Middle East Conflict Raises Stagflation Threat for Global Economy
New business surveys from around the world this week are set to deliver a worrying snapshot of the global economy. Analysts expect the data to show the escalating economic impact of seven weeks of conflict in the Middle East. This fresh geopolitical crisis is reviving fears of a dangerous economic condition known as stagflation.
Stagflation is a combination of stagnant economic growth and persistently high inflation. It is a nightmare scenario for central bankers because the typical tool to fight inflation—raising interest rates—can further slow growth and increase unemployment. The global economy has been grappling with high inflation for over two years, and growth has already been fragile.
Surveys to Show Widespread Deterioration
Initial data from major economies, from Australia to the United States, is anticipated to show a broad deterioration in business activity for November. The surveys, known as Purchasing Managers’ Indexes (PMIs), are closely watched leading indicators. They measure whether businesses are experiencing expansion or contraction.
Europe is seen as particularly vulnerable. The continent’s economy was already teetering on the edge of recession before the Hamas-Israel war began in October. The conflict has since driven a sharp spike in global oil and natural gas prices due to fears of a wider regional war that could disrupt energy supplies from the Middle East.
Energy Prices and Confidence Take a Hit
Higher energy costs act as a tax on consumers and increase production costs for companies worldwide. This directly fuels inflation. At the same time, the uncertainty from the war is causing businesses and consumers to pull back on spending and investment. This dual blow of higher prices and lower confidence is what creates the stagflation risk.
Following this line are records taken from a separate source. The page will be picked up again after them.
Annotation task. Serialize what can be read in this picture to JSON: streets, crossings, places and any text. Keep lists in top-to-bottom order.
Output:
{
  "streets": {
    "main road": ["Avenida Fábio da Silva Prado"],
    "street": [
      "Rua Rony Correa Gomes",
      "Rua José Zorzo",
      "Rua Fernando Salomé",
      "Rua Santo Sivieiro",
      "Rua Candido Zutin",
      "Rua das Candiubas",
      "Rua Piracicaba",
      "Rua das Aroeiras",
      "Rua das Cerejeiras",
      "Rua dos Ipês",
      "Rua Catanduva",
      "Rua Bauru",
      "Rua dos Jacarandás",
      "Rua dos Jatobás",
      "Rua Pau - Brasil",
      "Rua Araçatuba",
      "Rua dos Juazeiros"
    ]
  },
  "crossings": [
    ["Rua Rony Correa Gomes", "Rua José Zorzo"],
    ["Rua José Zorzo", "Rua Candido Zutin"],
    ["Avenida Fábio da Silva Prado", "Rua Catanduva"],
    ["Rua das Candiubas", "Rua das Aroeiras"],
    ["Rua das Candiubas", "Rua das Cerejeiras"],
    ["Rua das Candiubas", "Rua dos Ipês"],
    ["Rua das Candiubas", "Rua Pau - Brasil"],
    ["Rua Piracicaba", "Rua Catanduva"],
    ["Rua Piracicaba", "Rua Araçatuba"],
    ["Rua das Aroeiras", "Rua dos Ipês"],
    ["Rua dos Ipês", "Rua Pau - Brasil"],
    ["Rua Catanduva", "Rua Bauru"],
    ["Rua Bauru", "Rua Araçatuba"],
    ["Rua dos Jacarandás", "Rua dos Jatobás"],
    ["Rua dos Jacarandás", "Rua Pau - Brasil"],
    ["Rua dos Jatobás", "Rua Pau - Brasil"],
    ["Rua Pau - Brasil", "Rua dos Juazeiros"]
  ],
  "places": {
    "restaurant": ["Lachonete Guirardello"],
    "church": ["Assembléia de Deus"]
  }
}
For example, a European manufacturer facing higher fuel and raw material costs may raise prices for its goods, contributing to inflation. If consumers, worried about the economic outlook, then decide not to buy those goods, the factory’s growth stalls. This pattern, repeated across economies, is what policymakers fear.
Central Banks in a Difficult Position
Policymakers at the US Federal Reserve, the European Central Bank, and other institutions are cautiously awaiting this week’s figures. The data will be critical for informing their upcoming decisions on interest rates. Their challenge is immense: they must decide whether to keep rates high to combat inflation or consider cutting them to support weakening growth.
A return of stagflation would severely limit their options. Cutting rates to help growth could cause inflation to surge again. Yet keeping rates restrictive could push the economy into a deeper downturn. This difficult balancing act has become even more complex due to the geopolitical shock in the Middle East.
Investors worldwide will be scrutinizing the survey results. The findings will shape market expectations for the timing of future interest rate moves and could trigger volatility in stocks, bonds, and currency markets. The data will reveal just how quickly the winds of war are translating into economic headwinds for the global economy.